### [EXERCISE AIM]
Below are entries. Reproduce exactly the lines between the line holding "121px,916px 128px,990px 296px,883px" and the line holding "0,862px 0,864px 5px,846px", inclusive, and only those.

### [GIVEN RECORDS]
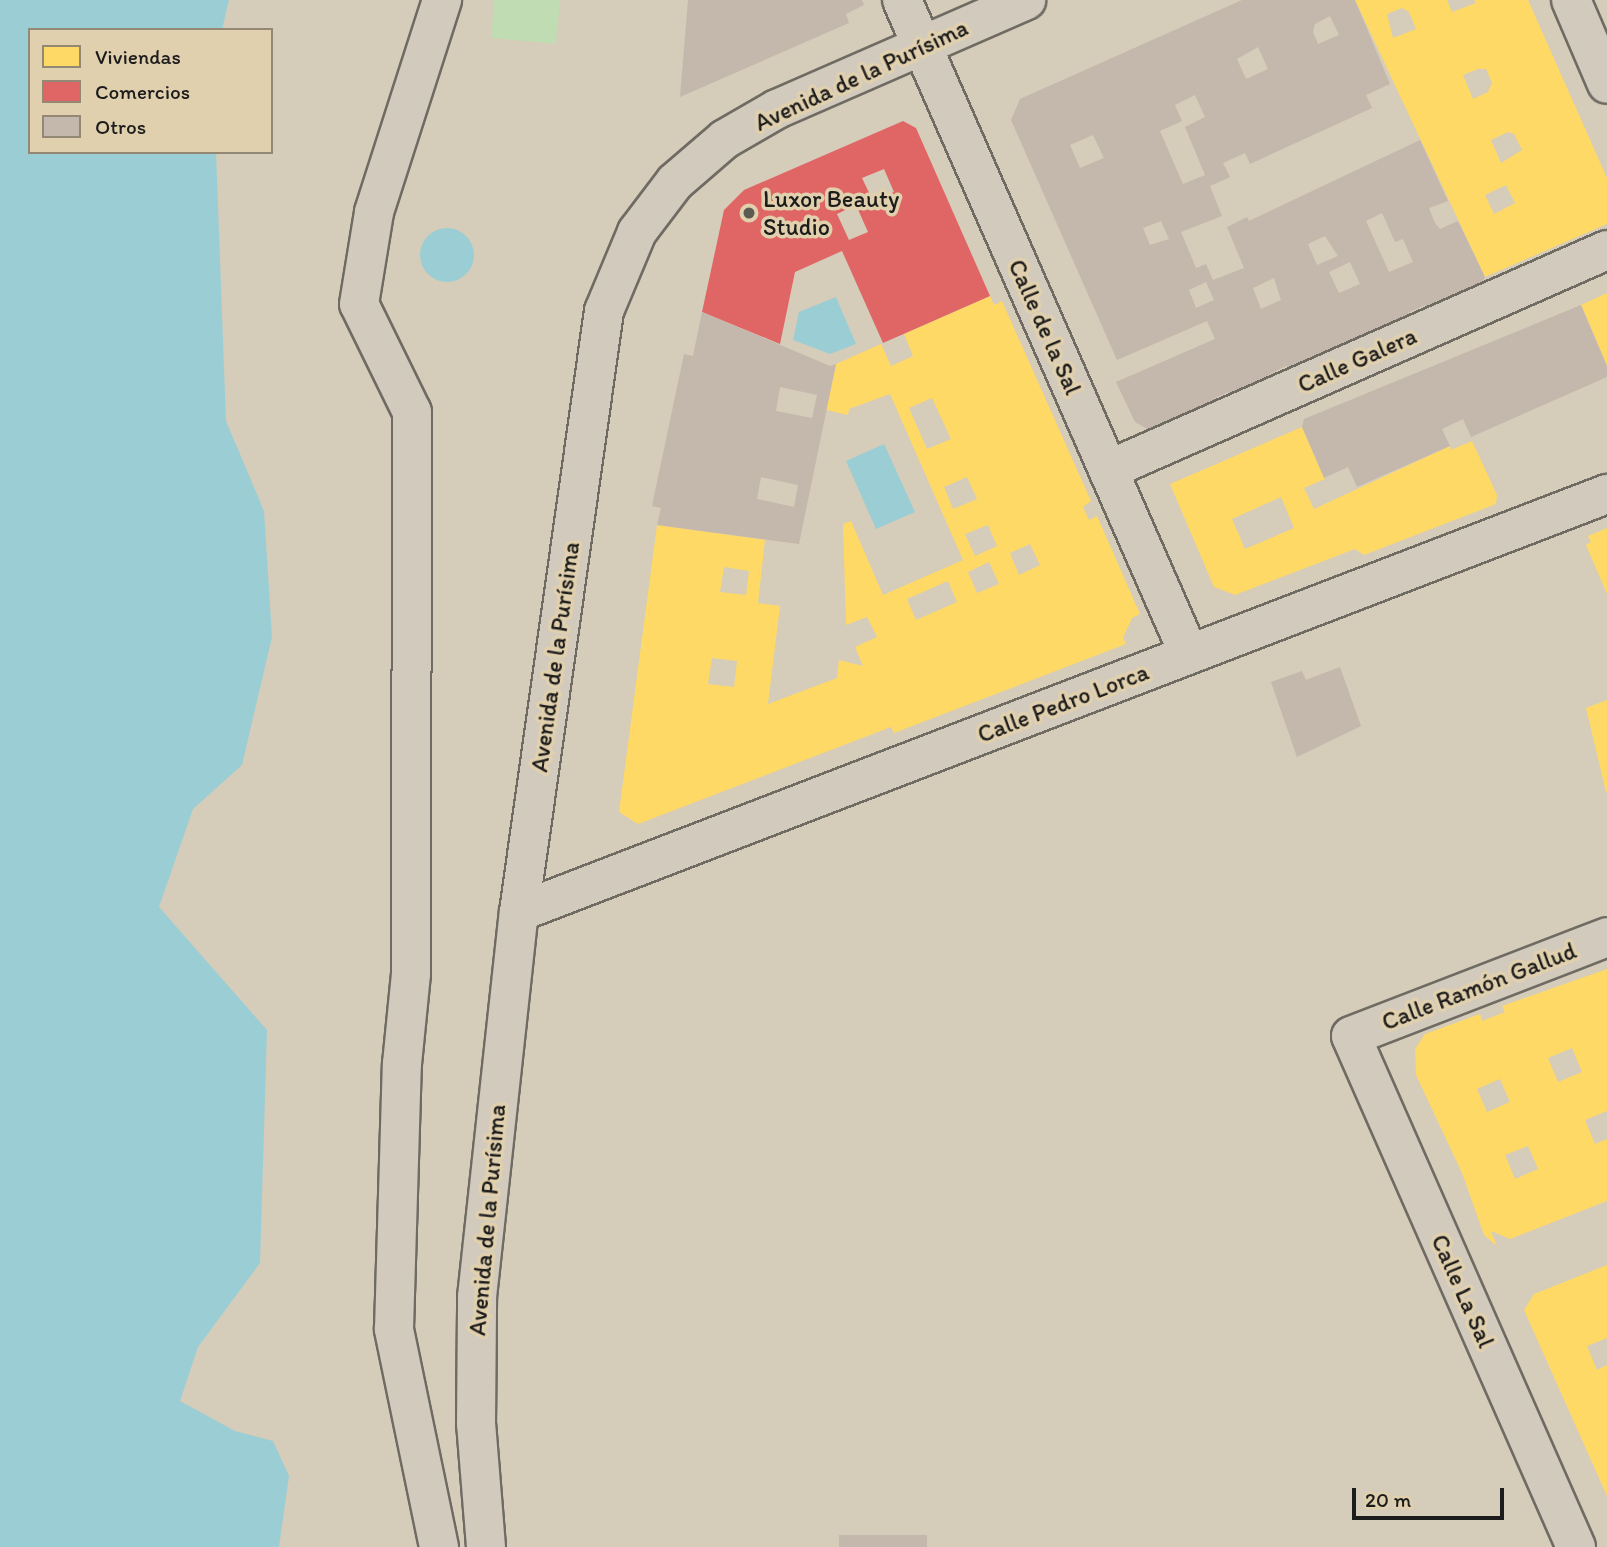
<!DOCTYPE html>
<meta charset="utf-8">
<style>
body{margin:0}
#map{position:relative;width:1607px;height:1547px;overflow:hidden;background:#d5ccb9;font-family:Itim,sans-serif}
div>[style]{position:absolute}
[style*='--x']{left:calc(var(--x)*1px);top:calc(var(--y)*1px);width:calc(var(--w)*1px);rotate:calc(var(--a)*1deg)}
.green>*{inset:0;background:#c0dcb2}
.water>*{inset:0;background:#9bced4}
.round{border-radius:50%}
.homes>*{inset:0;background:#ffd966}
.shops>*{inset:0;background:#e06666}
.building>*{inset:0;background:#c4b7ac}
.roads{filter:drop-shadow(2px 0 #6f6b63) drop-shadow(-2px 0 #6f6b63) drop-shadow(0 2px #6f6b63) drop-shadow(0 -2px #6f6b63)}
.pedestrian>*{height:38px;margin:-19px;padding:0 19px;transform-origin:19px;border-radius:19px;background:#d1cabd}
.minor>*{height:38px;margin:-19px;padding:0 19px;transform-origin:19px;border-radius:19px;background:#d1cabd}
.tertiary>*{height:38px;margin:-19px;padding:0 19px;transform-origin:19px;border-radius:19px;background:#d1cabd}
.dots>*{width:19px;height:19px;translate:-50% -50%;box-sizing:border-box;border:4px solid #e1d0ad;border-radius:50%}
span{translate:-50% -50%;white-space:nowrap;text-align:center;line-height:1.15;-webkit-text-stroke:7px #e1d0ad;paint-order:stroke}
.street-label{font-size:24px;color:#1c1c1c}
.poi-label{font-size:24px;color:#1c1c1c}
.left{translate:0 -50%;text-align:left}
.legend{position:absolute;left:28px;top:28px;width:245px;height:126px;box-sizing:border-box;background:#e1d0ad;border:2px solid #928873;margin:0;padding:9px 12px;list-style:none;font-size:21px;color:#1c1c1c}
.legend li{display:flex;align-items:center;gap:14px;height:35px}
.legend b{width:35px;border:2px solid #928873}
.scale{position:absolute;left:1352px;top:1488px;width:152px;height:32px;box-sizing:border-box;border:4px solid #1c1c1c;border-top:0;padding-left:9px;font-size:21px;line-height:24px;white-space:nowrap;color:#1c1c1c;-webkit-text-stroke:5px #e1d0ad;paint-order:stroke}
</style>
<div id="map">
<div class="green">
<div style="clip-path:polygon(494px 0,560px 0,556px 44px,491px 38px)"></div>
</div>
<div class="water">
<div style="clip-path:polygon(0 0,229px 0,222px 30px,30px 30px,30px 152px,216px 152px,226px 421px,264px 511px,272px 637px,242px 765px,193px 809px,159px 907px,267px 1030px,260px 1263px,198px 1347px,180px 1401px,235px 1431px,273px 1441px,289px 1476px,279px 1547px,0 1547px)"></div>
<div class="round" style="left:420px;top:228px;width:54px;height:54px"></div>
<div style="clip-path:polygon(836px 297px,856px 344px,830px 354px,793px 340px,799px 312px)"></div>
<div style="clip-path:polygon(884px 444px,915px 512px,876px 529px,846px 461px)"></div>
</div>
<div class="homes">
<div style="clip-path:polygon(evenodd,1355px 0,1447px 0,1452px 12px,1476px 3px,1474px 0,1528px 0,1607px 178px,1607px 224px,1485px 277px,1355px 0,1402px 8px,1409px 12px,1416px 29px,1393px 38px,1387px 14px,1402px 8px,1355px 0,1478px 69px,1486px 69px,1492px 83px,1488px 92px,1473px 99px,1463px 75px,1478px 69px,1355px 0,1508px 132px,1514px 134px,1522px 150px,1501px 163px,1491px 140px,1508px 132px,1355px 0,1506px 185px,1515px 203px,1494px 214px,1485px 195px,1506px 185px)"></div>
<div style="clip-path:polygon(1607px 293px,1607px 366px,1581px 305px)"></div>
<div style="clip-path:polygon(evenodd,990px 296px,994px 305px,1002px 301px,1091px 501px,1083px 507px,1089px 520px,1097px 516px,1140px 614px,1132px 618px,1123px 638px,1126px 644px,894px 733px,891px 727px,638px 824px,619px 812px,657px 525px,765px 540px,758px 603px,780px 606px,768px 704px,837px 678px,839px 660px,863px 666px,855px 647px,877px 637px,867px 617px,846px 625px,843px 524px,851px 521px,883px 595px,963px 560px,890px 394px,849px 409px,848px 415px,826px 410px,836px 364px,881px 344px,891px 366px,913px 356px,904px 334px,990px 296px,932px 398px,951px 439px,927px 449px,909px 408px,932px 398px,990px 296px,967px 477px,977px 499px,953px 509px,944px 487px,967px 477px,990px 296px,988px 525px,997px 546px,975px 556px,965px 534px,988px 525px,990px 296px,1030px 544px,1040px 565px,1019px 575px,1010px 553px,1030px 544px,990px 296px,989px 562px,999px 584px,977px 593px,968px 572px,989px 562px,990px 296px,724px 567px,749px 571px,746px 595px,720px 592px,724px 567px,990px 296px,948px 581px,957px 602px,916px 620px,907px 599px,948px 581px,990px 296px,712px 658px,737px 661px,734px 687px,708px 684px,712px 658px)"></div>
<div style="clip-path:polygon(evenodd,1302px 427px,1325px 479px,1304px 488px,1314px 509px,1450px 446px,1451px 450px,1472px 441px,1497px 495px,1496px 504px,1364px 555px,1355px 549px,1235px 595px,1214px 587px,1170px 484px,1302px 427px,1281px 497px,1294px 528px,1245px 549px,1232px 519px,1281px 497px)"></div>
<div style="clip-path:polygon(1607px 528px,1607px 594px,1586px 545px,1591px 542px,1588px 536px)"></div>
<div style="clip-path:polygon(1607px 700px,1607px 792px,1606px 792px,1586px 708px)"></div>
<div style="clip-path:polygon(evenodd,1607px 969px,1607px 1111px,1585px 1120px,1595px 1144px,1607px 1139px,1607px 1201px,1510px 1239px,1491px 1231px,1497px 1246px,1484px 1235px,1462px 1173px,1416px 1075px,1415px 1049px,1425px 1034px,1480px 1014px,1482px 1021px,1505px 1012px,1502px 1006px,1607px 969px,1572px 1048px,1582px 1072px,1558px 1082px,1548px 1058px,1572px 1048px,1607px 969px,1500px 1079px,1510px 1102px,1487px 1112px,1477px 1089px,1500px 1079px,1607px 969px,1528px 1146px,1538px 1169px,1515px 1179px,1505px 1155px,1528px 1146px)"></div>
<div style="clip-path:polygon(1607px 1265px,1607px 1338px,1587px 1346px,1597px 1370px,1607px 1365px,1607px 1496px,1524px 1310px,1534px 1294px)"></div>
</div>
<div class="shops">
<div style="clip-path:polygon(evenodd,903px 121px,916px 128px,990px 296px,883px 343px,842px 251px,795px 272px,780px 344px,702px 312px,724px 210px,744px 190px,903px 121px,884px 169px,894px 192px,873px 201px,862px 178px,884px 169px,903px 121px,856px 205px,868px 232px,849px 240px,837px 214px,856px 205px)"></div>
</div>
<div class="building">
<div style="clip-path:polygon(688px 0,862px 0,864px 5px,846px 14px,849px 23px,680px 97px)"></div>
<div style="clip-path:polygon(evenodd,1242px 0,1355px 0,1390px 84px,1366px 95px,1372px 108px,1250px 164px,1245px 153px,1223px 163px,1230px 177px,1210px 186px,1222px 216px,1181px 232px,1196px 268px,1206px 264px,1213px 280px,1244px 268px,1227px 227px,1247px 217px,1249px 221px,1420px 140px,1448px 201px,1429px 208px,1435px 223px,1440px 229px,1458px 221px,1485px 277px,1480px 286px,1427px 311px,1425px 305px,1408px 313px,1410px 319px,1292px 369px,1286px 366px,1270px 374px,1272px 379px,1231px 397px,1228px 392px,1215px 398px,1217px 404px,1149px 430px,1135px 422px,1116px 382px,1215px 339px,1207px 321px,1117px 360px,1011px 120px,1020px 99px,1242px 0,1330px 16px,1339px 35px,1318px 44px,1313px 32px,1315px 24px,1330px 16px,1242px 0,1258px 47px,1268px 69px,1246px 79px,1237px 59px,1258px 47px,1242px 0,1195px 95px,1205px 117px,1185px 127px,1205px 175px,1183px 184px,1160px 131px,1182px 121px,1175px 105px,1195px 95px,1242px 0,1093px 135px,1104px 158px,1080px 168px,1070px 145px,1093px 135px,1242px 0,1382px 213px,1395px 242px,1403px 239px,1413px 262px,1389px 272px,1366px 221px,1382px 213px,1242px 0,1161px 221px,1169px 239px,1150px 245px,1143px 228px,1161px 221px,1242px 0,1325px 236px,1338px 256px,1317px 265px,1308px 244px,1325px 236px,1242px 0,1350px 262px,1360px 284px,1339px 293px,1329px 272px,1350px 262px,1242px 0,1274px 278px,1281px 300px,1261px 309px,1253px 288px,1274px 278px,1242px 0,1206px 282px,1214px 300px,1196px 308px,1189px 290px,1206px 282px)"></div>
<div style="clip-path:polygon(1581px 305px,1607px 366px,1607px 377px,1471px 437px,1463px 419px,1442px 429px,1450px 446px,1357px 487px,1348px 467px,1324px 478px,1302px 427px,1304px 419px)"></div>
<div style="clip-path:polygon(evenodd,702px 312px,830px 366px,836px 364px,799px 544px,657px 525px,661px 508px,652px 506px,684px 354px,693px 356px,702px 312px,780px 387px,817px 395px,812px 418px,776px 411px,780px 387px,702px 312px,761px 477px,798px 485px,794px 507px,757px 499px,761px 477px)"></div>
<div style="clip-path:polygon(1340px 667px,1361px 726px,1297px 757px,1271px 682px,1302px 671px,1306px 680px)"></div>
<div style="clip-path:polygon(839px 1535px,927px 1535px,927px 1547px,839px 1547px)"></div>
</div>
<div class="roads">
<div class="pedestrian">
<div style="--x:439;--y:1547;--w:223;--a:-101.7"></div>
<div style="--x:394;--y:1329;--w:265;--a:-88.3"></div>
<div style="--x:402;--y:1064;--w:90;--a:-84.3"></div>
<div style="--x:411;--y:974;--w:562;--a:-89.9"></div>
<div style="--x:412;--y:412;--w:120;--a:-116.1"></div>
<div style="--x:359;--y:304;--w:93;--a:-80.7"></div>
<div style="--x:374;--y:212;--w:223;--a:-72.2"></div>
</div>
<div class="minor">
<div style="--x:902;--y:0;--w:714;--a:66.31"></div>
<div style="--x:1571;--y:0;--w:91;--a:66.8"></div>
<div style="--x:1108;--y:470;--w:545;--a:-23.79"></div>
<div style="--x:519;--y:912;--w:1166;--a:-21.02"></div>
<div style="--x:1576;--y:1547;--w:558;--a:-113.76"></div>
<div style="--x:1351;--y:1036;--w:274;--a:-21.1"></div>
</div>
<div class="tertiary">
<div style="--x:486;--y:1547;--w:123;--a:-94.6"></div>
<div style="--x:476;--y:1424;--w:127;--a:-89.5"></div>
<div style="--x:477;--y:1297;--w:387;--a:-83.8"></div>
<div style="--x:519;--y:912;--w:607;--a:-81.95"></div>
<div style="--x:604;--y:311;--w:86;--a:-67.3"></div>
<div style="--x:637;--y:232;--w:63;--a:-52.8"></div>
<div style="--x:675;--y:182;--w:66;--a:-40.7"></div>
<div style="--x:725;--y:139;--w:60;--a:-30"></div>
<div style="--x:777;--y:109;--w:272;--a:-23.6"></div>
</div>
</div>
<div class="dots">
<div style="left:749px;top:213px;background:#5d5a53"></div>
</div>
<div class="street-label">
<span style="left:861px;top:75px;rotate:-25deg">Avenida de la Purísima</span>
<span style="left:1045px;top:327px;rotate:66deg">Calle de la Sal</span>
<span style="left:1357px;top:360px;rotate:-24deg">Calle Galera</span>
<span style="left:555px;top:657px;rotate:-82deg">Avenida de la Purísima</span>
<span style="left:1063px;top:703px;rotate:-21deg">Calle Pedro Lorca</span>
<span style="left:1479px;top:986px;rotate:-21deg">Calle Ramón Gallud</span>
<span style="left:487px;top:1220px;rotate:-85deg">Avenida de la Purísima</span>
<span style="left:1463px;top:1291px;rotate:66deg">Calle La Sal</span>
</div>
<div class="poi-label">
<span class="left" style="left:763px;top:213px">Luxor Beauty<br>Studio</span>
</div>
<ul class="legend">
<li><b style="height:19px;background:#ffd966"></b>Viviendas</li>
<li><b style="height:19px;background:#e06666"></b>Comercios</li>
<li><b style="height:19px;background:#c4b7ac"></b>Otros</li>
</ul>
<div class="scale">20 m</div>
</div>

### [RESPONSE]
<div style="clip-path:polygon(evenodd,903px 121px,916px 128px,990px 296px,883px 343px,842px 251px,795px 272px,780px 344px,702px 312px,724px 210px,744px 190px,903px 121px,884px 169px,894px 192px,873px 201px,862px 178px,884px 169px,903px 121px,856px 205px,868px 232px,849px 240px,837px 214px,856px 205px)"></div>
</div>
<div class="building">
<div style="clip-path:polygon(688px 0,862px 0,864px 5px,846px 14px,849px 23px,680px 97px)"></div>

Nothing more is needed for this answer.